_What you should do_: All that is needed is every line of the listing below that has "content".

::::::::

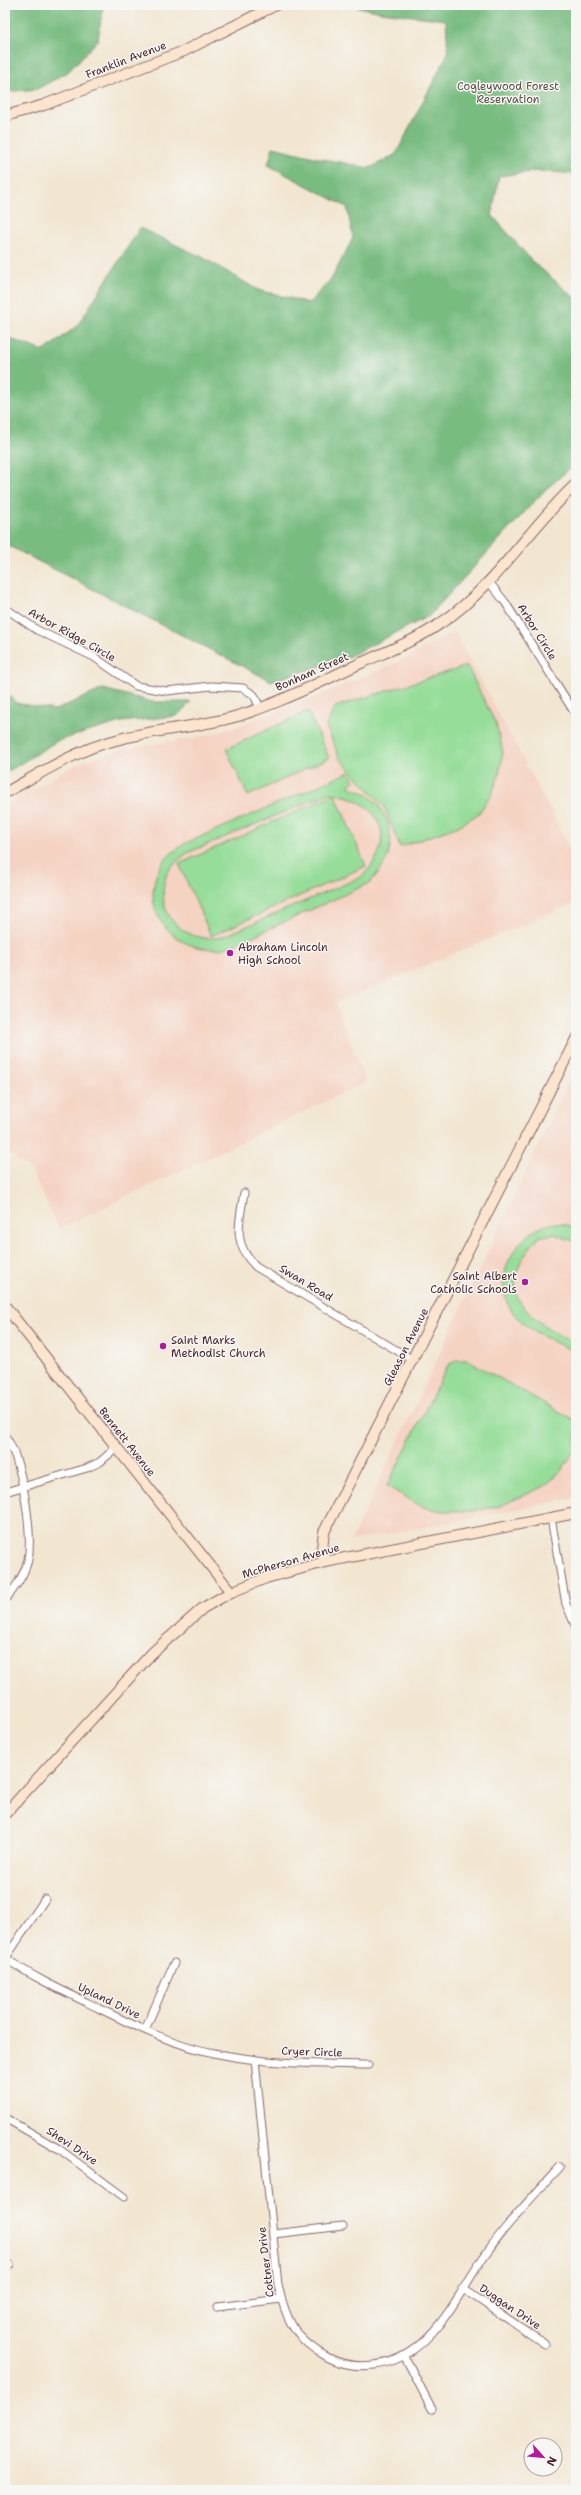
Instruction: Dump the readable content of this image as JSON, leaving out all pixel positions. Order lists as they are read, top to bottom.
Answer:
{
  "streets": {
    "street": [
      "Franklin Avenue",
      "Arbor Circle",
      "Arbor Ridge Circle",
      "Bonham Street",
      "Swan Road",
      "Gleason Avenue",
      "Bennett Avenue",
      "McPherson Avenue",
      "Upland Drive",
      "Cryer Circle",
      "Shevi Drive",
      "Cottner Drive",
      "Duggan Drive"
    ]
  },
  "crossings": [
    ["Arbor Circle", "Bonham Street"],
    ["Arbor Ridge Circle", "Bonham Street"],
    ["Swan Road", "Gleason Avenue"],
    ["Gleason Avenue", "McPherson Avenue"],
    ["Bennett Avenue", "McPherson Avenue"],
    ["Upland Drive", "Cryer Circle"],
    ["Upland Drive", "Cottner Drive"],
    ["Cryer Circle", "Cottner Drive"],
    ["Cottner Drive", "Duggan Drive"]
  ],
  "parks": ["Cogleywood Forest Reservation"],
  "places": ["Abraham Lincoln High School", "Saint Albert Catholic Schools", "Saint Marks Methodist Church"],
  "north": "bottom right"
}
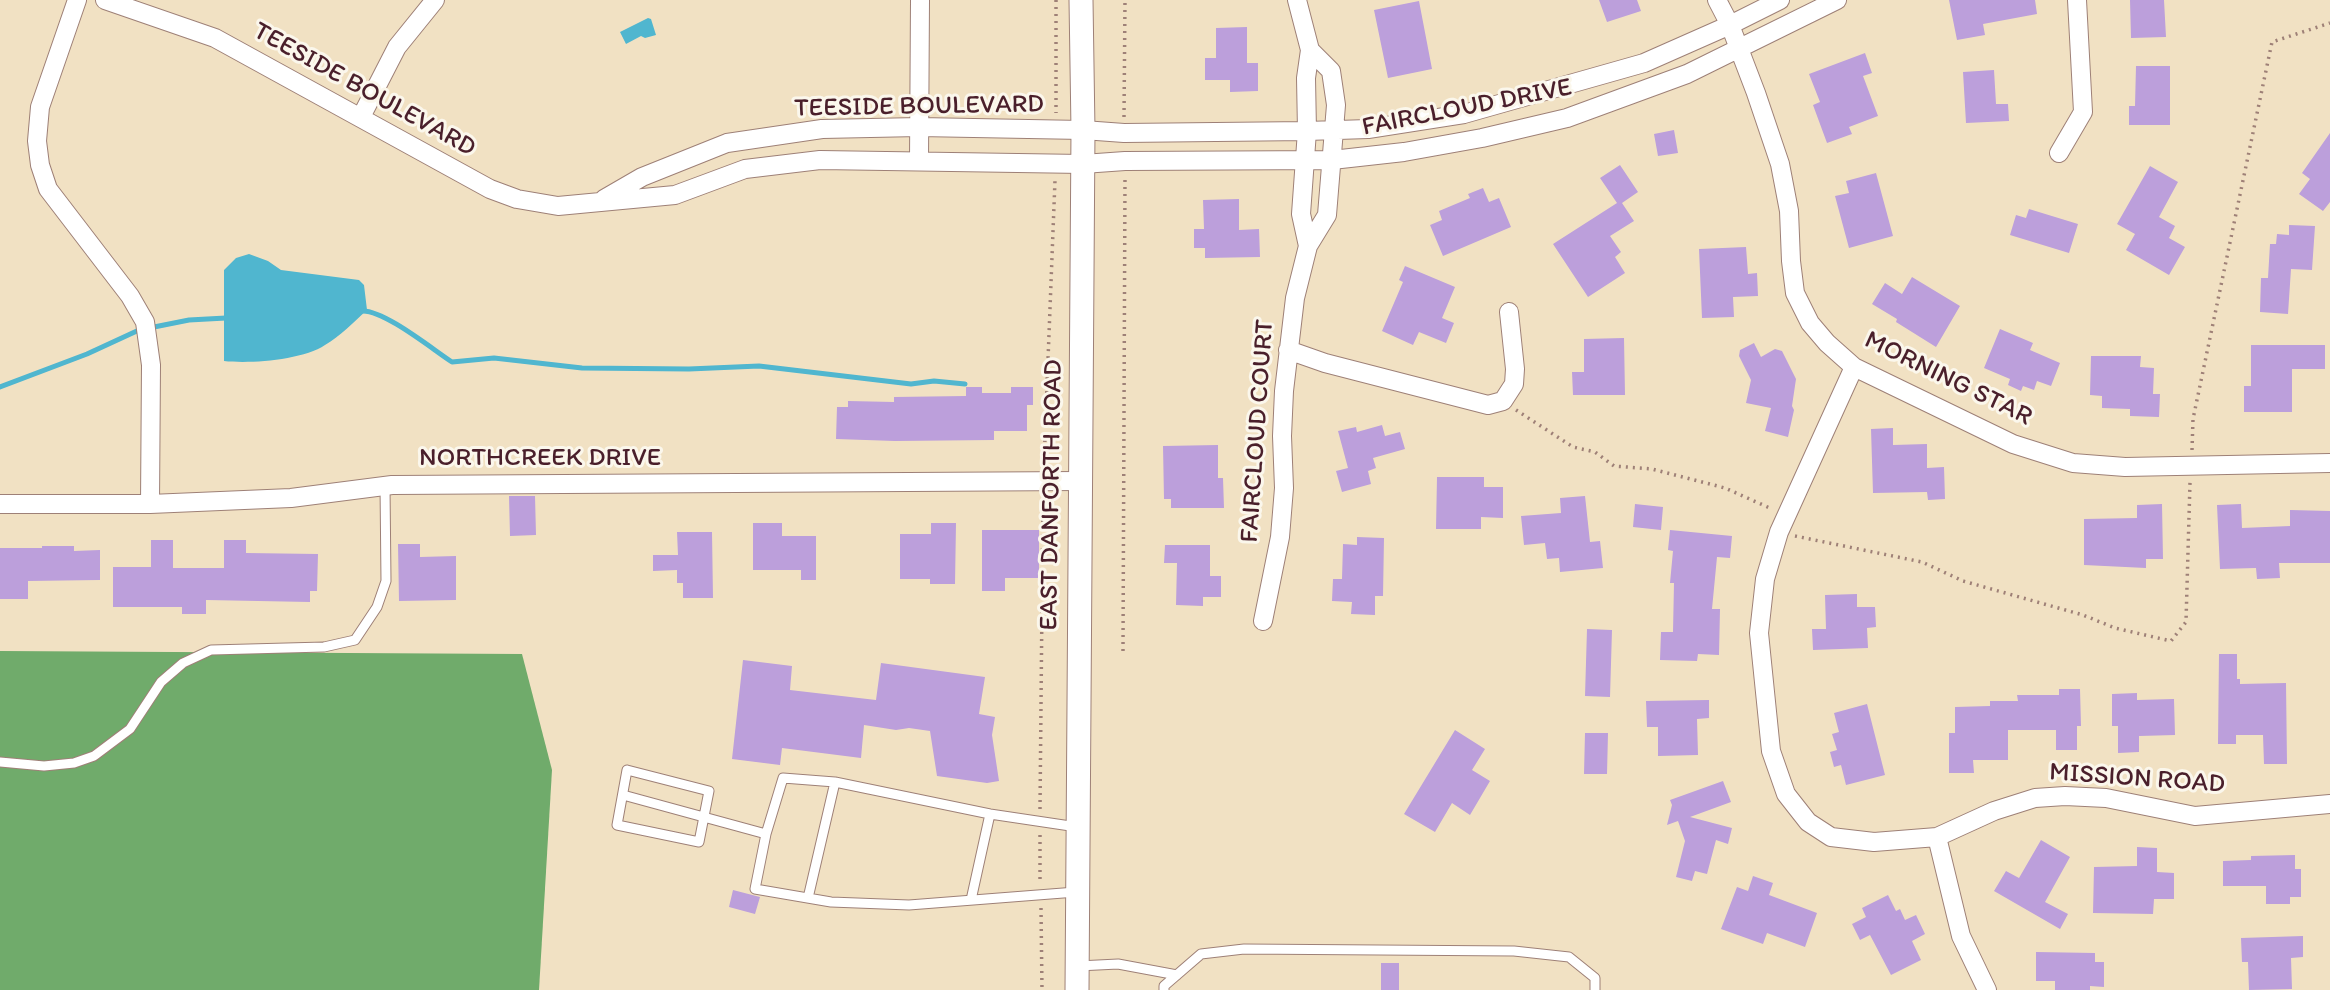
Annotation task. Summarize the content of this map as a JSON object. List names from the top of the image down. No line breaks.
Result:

::::::::

_Solved exercise_:
Instruction: Dump the readable content of this image as JSON, leaving out all pixel positions. Order lists as they are read, top to bottom.
Annotation task. Summarize the content of this map as a JSON object. List names from the top of the image down. No line breaks.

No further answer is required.